暴走を止めないヒロミチとユウジ。そこへやって来た前原達。事態は混迷の度合いを強めていく。 

イサムとリュウキはどう出る?

 ヒロミチの魔神が、その姿を現した。 

 小山のような巨体。身長はゆうに4mを越えていようか。その頭が天井にぶつかっている。ずんぐりとした体躯はとてつもない重量感を備えていた。そして甲冑をまとった人間を思わせるフォルム。だが体表は明らかに石造り――ストーンゴーレムだ。

 ユウジの魔神も同じく現れた。

 悪鬼を思わせる顔と人間によく似た身体。背中には蝙蝠の様な翼。人間並みのサイズだが、これまた石の身体――ガーゴイルだった。

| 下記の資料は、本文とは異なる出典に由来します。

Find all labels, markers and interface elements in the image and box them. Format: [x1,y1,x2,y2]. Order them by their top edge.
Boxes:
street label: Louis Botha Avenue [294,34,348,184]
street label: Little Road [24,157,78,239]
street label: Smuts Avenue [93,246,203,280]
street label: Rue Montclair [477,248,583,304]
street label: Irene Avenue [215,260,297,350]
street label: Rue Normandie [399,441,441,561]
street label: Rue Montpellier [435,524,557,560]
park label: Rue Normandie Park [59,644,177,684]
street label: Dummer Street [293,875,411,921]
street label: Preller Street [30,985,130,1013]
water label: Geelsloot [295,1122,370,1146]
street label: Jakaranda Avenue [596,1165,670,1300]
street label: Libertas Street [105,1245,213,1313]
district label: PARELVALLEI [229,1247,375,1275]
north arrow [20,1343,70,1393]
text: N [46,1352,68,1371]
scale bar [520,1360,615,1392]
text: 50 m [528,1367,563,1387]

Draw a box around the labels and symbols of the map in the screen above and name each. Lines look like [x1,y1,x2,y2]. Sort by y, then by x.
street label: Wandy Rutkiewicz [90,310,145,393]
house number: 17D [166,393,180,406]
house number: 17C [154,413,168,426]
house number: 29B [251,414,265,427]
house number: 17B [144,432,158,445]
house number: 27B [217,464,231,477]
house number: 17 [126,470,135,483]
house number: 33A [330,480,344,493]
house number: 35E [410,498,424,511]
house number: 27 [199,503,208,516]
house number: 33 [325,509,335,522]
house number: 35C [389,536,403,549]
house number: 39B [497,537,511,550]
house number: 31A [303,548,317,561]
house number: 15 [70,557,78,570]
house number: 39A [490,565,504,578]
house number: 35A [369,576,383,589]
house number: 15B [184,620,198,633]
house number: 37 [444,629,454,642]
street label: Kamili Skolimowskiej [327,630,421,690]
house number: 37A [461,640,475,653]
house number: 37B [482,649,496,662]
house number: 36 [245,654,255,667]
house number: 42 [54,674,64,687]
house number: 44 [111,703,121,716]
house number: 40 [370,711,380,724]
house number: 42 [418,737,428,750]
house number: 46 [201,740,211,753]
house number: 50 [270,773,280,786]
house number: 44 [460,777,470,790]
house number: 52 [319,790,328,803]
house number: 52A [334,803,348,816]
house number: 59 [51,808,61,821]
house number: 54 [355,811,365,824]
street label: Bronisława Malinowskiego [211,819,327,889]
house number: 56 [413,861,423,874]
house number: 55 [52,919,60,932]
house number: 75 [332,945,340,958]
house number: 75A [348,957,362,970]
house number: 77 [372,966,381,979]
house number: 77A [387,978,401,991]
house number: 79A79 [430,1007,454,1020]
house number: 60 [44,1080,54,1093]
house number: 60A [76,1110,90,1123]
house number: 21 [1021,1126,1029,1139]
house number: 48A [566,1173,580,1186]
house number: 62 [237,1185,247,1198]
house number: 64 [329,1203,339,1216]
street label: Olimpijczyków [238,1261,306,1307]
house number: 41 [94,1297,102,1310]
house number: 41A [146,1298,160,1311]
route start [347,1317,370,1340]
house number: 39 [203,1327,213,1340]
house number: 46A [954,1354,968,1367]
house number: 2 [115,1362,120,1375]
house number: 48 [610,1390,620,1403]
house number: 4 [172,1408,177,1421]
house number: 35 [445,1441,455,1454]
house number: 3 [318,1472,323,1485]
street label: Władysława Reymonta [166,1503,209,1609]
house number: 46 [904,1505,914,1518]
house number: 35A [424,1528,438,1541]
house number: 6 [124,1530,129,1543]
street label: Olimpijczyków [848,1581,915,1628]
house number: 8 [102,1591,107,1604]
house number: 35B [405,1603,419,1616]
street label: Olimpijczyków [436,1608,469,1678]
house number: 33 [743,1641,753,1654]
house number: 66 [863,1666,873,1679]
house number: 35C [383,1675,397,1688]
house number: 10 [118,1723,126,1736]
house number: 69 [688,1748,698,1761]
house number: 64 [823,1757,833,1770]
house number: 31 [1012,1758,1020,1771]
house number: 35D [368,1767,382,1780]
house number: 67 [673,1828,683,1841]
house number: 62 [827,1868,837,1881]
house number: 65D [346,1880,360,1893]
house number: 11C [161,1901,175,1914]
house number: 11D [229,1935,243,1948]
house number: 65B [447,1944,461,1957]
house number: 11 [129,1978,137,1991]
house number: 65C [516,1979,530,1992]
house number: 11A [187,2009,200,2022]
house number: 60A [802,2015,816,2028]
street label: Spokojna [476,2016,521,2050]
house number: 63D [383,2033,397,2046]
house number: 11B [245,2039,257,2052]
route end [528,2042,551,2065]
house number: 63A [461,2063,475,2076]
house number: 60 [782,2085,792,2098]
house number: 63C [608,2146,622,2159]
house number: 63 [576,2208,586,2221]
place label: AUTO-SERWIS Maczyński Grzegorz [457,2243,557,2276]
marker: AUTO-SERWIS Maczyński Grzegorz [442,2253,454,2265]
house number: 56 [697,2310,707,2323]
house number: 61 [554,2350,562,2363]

 そうしている間にも校舎の破壊は続く。天井のみならず、床にも亀裂が入りだしたのだ。学食は一階にあるので、床が抜けても修理だけで済むだろう。だが天井の上は……ごく普通の教室だ。このままでは大変な事になる。

「ちょ……おいアンタ達、気は確かか!?」

 イサムが悲鳴にも似た声で訴えた。

「このままじゃ犠牲者がでるぞ!」

 リュウキも声を限りに叫ぶ。

 だが、ヒロミチとユウジは薄笑いを浮かべていた。

「ああ~気は確かさ、なぁ」

「そうそう、俺達は『お墨付き』をもらってやってるんだからなぁ。そうでなきゃ、こんな事をやる訳がない。だろ?」

 イサムもリュウキも言葉を失ってしまった。

「なんだと……?」

「誰がそんなものを……?」

 ヒロミチとユウジは揃って粘着質な笑みを浮かべ、頷きあった。

「お前達が知る必要はねぇんだよ。なぁ?」

「そうそう、俺達の側につかねぇってんなら……黙ってぶちのめされてりゃいいんだよ! そうだろ?」

 「自由同盟フリーアライアンス」を名乗っておきながら、やっている事は暴君紛いである。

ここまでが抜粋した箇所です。